**EXERCISE DESCRIPTION:**
If a line in the records below contains the word "boxes", copy it out.

[Data entries]
[Start of Attachment]

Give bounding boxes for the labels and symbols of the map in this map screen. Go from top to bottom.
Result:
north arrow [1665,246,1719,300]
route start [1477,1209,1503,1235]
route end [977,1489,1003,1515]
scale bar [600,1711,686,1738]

[End of Attachment]
[Start of Attachment]

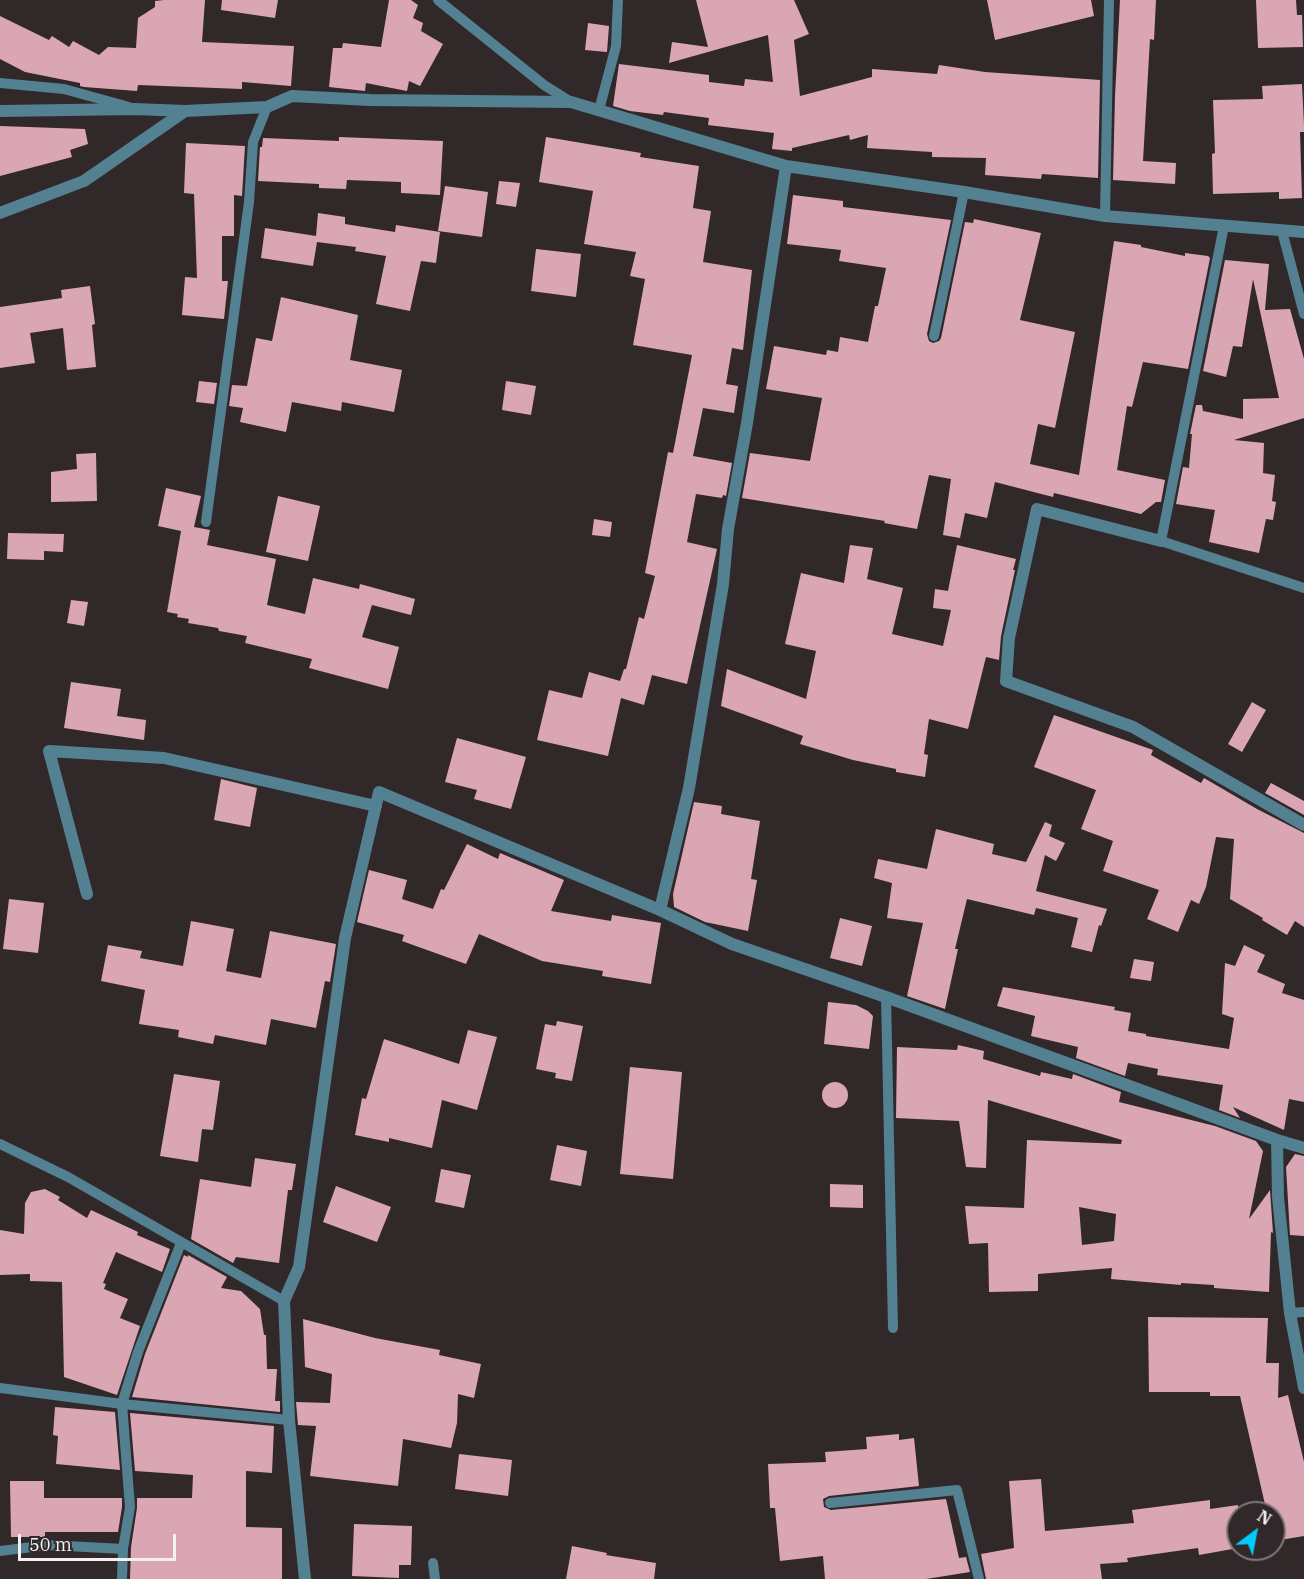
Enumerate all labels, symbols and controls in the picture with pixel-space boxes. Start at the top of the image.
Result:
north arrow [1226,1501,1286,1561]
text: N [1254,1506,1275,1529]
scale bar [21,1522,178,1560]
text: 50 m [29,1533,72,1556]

[End of Attachment]

**WRITTEN SOLUTION:**
Give bounding boxes for the labels and symbols of the map in this map screen. Go from top to bottom.
Enumerate all labels, symbols and controls in the picture with pixel-space boxes. Start at the top of the image.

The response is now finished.